Après avoir vécu plus de deux dans le pays de mon mari, je continue à constater les relations un peu paradoxales que le canton Tessin (et par extension la région du Moesano qui se trouve dans les Grisons mais qui devrait être dans le Tessin, c’est quasiment le haut-bellinzonais, on se demande pourquoi ce territoire dépend de Coire, enfin…) entretient avec le pays voisin immédiat, l’Italie.
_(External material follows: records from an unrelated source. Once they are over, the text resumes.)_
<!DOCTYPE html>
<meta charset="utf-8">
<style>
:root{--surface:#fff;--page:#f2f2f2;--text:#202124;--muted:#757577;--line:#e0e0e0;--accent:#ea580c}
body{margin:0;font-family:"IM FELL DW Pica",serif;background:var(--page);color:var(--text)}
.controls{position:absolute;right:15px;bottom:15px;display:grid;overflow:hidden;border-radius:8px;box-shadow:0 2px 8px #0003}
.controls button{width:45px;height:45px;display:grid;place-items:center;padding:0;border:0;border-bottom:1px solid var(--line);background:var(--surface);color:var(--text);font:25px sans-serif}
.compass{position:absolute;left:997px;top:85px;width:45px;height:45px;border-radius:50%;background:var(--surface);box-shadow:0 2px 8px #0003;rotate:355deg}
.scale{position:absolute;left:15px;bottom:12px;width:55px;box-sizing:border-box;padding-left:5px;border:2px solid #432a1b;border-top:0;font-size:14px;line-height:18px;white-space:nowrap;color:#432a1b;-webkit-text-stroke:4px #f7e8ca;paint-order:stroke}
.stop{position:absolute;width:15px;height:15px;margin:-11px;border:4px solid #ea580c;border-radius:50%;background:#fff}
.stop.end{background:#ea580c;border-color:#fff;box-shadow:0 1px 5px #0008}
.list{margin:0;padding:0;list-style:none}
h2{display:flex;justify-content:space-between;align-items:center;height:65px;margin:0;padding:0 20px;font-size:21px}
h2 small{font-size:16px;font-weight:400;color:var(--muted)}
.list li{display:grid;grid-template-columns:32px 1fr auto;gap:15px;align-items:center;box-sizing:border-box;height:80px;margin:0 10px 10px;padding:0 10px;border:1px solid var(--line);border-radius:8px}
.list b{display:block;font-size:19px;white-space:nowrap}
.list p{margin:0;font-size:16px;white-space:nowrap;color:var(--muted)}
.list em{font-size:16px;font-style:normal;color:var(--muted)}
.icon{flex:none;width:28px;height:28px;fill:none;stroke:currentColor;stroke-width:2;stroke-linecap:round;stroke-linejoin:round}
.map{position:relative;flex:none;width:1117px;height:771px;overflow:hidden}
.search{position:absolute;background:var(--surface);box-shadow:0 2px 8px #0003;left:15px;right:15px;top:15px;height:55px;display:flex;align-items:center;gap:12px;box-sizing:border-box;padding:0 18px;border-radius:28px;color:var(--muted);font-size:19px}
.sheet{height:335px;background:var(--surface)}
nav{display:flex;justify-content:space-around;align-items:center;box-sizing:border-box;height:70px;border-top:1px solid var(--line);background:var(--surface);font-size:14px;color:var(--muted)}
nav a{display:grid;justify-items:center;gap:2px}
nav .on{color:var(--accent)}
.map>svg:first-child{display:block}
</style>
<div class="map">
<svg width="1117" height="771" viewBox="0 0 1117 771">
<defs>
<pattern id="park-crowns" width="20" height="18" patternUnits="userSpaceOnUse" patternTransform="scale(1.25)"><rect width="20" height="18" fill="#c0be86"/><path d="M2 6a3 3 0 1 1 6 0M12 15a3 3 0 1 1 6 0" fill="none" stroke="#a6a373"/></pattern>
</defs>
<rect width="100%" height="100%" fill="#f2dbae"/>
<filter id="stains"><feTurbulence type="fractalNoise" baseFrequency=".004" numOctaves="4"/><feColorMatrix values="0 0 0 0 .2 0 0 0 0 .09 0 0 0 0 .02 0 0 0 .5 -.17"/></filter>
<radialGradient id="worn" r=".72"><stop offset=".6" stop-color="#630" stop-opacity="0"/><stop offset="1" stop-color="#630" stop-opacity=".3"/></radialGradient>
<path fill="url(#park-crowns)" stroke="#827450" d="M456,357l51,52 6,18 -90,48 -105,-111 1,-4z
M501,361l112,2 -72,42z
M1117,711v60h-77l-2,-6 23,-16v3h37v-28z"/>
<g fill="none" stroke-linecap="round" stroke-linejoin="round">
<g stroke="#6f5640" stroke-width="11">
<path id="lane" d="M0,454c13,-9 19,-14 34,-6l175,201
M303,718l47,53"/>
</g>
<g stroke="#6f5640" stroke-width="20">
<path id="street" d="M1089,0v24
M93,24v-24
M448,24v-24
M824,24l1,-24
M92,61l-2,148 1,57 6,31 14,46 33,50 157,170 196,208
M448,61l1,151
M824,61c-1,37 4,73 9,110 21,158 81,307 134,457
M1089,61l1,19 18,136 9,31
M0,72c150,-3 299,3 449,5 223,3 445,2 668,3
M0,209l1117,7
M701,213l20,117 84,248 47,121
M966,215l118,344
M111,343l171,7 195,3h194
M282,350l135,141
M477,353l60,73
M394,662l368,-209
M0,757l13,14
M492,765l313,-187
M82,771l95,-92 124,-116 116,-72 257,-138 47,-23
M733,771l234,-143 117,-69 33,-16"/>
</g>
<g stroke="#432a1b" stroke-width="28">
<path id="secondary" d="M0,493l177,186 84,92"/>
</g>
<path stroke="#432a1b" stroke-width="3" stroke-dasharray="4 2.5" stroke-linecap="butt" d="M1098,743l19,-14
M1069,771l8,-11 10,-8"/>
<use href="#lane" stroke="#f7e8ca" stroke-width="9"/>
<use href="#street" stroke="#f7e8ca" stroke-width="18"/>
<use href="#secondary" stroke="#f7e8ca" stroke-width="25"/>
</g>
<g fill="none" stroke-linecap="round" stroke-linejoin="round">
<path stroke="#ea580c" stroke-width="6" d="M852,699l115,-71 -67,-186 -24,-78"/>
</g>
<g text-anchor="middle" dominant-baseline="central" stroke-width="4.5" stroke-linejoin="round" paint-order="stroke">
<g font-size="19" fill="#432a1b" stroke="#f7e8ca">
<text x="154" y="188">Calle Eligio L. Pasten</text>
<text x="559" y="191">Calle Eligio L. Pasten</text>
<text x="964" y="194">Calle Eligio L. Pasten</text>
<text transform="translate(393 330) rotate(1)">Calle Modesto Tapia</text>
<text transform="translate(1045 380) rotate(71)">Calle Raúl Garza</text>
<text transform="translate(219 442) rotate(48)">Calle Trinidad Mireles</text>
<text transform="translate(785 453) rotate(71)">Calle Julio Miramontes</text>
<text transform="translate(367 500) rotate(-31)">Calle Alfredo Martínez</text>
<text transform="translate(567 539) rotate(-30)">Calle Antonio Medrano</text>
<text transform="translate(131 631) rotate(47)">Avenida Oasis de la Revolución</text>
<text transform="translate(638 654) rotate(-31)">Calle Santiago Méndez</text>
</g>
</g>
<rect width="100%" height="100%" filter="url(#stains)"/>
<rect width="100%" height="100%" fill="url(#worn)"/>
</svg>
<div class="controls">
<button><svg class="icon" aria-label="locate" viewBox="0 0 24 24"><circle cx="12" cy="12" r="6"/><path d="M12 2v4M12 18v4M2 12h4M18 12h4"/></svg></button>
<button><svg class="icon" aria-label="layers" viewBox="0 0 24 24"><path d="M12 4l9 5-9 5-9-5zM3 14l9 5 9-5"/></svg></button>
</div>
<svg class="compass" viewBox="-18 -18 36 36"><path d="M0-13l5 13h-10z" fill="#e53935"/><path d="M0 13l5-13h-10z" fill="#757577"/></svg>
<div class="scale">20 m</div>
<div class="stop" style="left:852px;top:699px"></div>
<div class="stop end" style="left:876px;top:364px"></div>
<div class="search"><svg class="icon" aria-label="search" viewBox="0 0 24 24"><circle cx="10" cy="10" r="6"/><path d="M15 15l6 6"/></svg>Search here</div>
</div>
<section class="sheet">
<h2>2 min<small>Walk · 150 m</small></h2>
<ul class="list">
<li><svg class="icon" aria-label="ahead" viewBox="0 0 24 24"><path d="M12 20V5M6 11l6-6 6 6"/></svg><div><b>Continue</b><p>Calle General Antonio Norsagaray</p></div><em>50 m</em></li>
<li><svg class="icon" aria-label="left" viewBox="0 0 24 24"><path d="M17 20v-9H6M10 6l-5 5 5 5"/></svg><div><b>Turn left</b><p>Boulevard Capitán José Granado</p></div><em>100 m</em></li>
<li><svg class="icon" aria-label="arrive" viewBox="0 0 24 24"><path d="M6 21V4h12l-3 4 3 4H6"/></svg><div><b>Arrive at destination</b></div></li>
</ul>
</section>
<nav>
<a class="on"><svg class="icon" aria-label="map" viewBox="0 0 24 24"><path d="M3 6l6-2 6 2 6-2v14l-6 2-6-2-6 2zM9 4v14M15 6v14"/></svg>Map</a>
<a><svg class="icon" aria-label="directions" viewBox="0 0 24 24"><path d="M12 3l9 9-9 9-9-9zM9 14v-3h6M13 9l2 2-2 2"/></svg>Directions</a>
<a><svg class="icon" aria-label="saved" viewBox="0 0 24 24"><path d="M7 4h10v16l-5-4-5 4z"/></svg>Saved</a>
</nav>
Culturellement, cette partie de la Suisse partage bien des choses avec la grande voisine: la langue (les Tessinois parlent en général un italien clair et bien dictionné, mais assez fermé, pas chantant comme les Italiens qui habitent au sud de l’Émilie), le dialecte insubre qui est celui de la Lombardie avec des variations locales, l’architecture des villes… Je ne connais pas de Suisses italophones qui ne regardent pas la RAI ou Mediaset, et à moins de familles incluant des Suisses alémaniques ils ne regardent pas la SF1 et SF2. Traditionnellement les couples mixtes tessinois/italiens sont monnaie courante, jusque dans ma belle-famille où les hommes depuis des générations épousaient des Italiennes (je suis la première exception, et encore moi aussi j’ai des origines italiennes et sans doute même tessinoises). Les voyages outre-frontière dans les deux sens sont très fréquents même si faire son marché en Italie est devenu légèrement moins avantageux depuis que l’euro a remplacé la lire. Quant aux régions grisonnes de Bregaglia et Poschiavo, en raison de leur isolement du reste du canton elles ont plus de rapports avec la province de Sondrio.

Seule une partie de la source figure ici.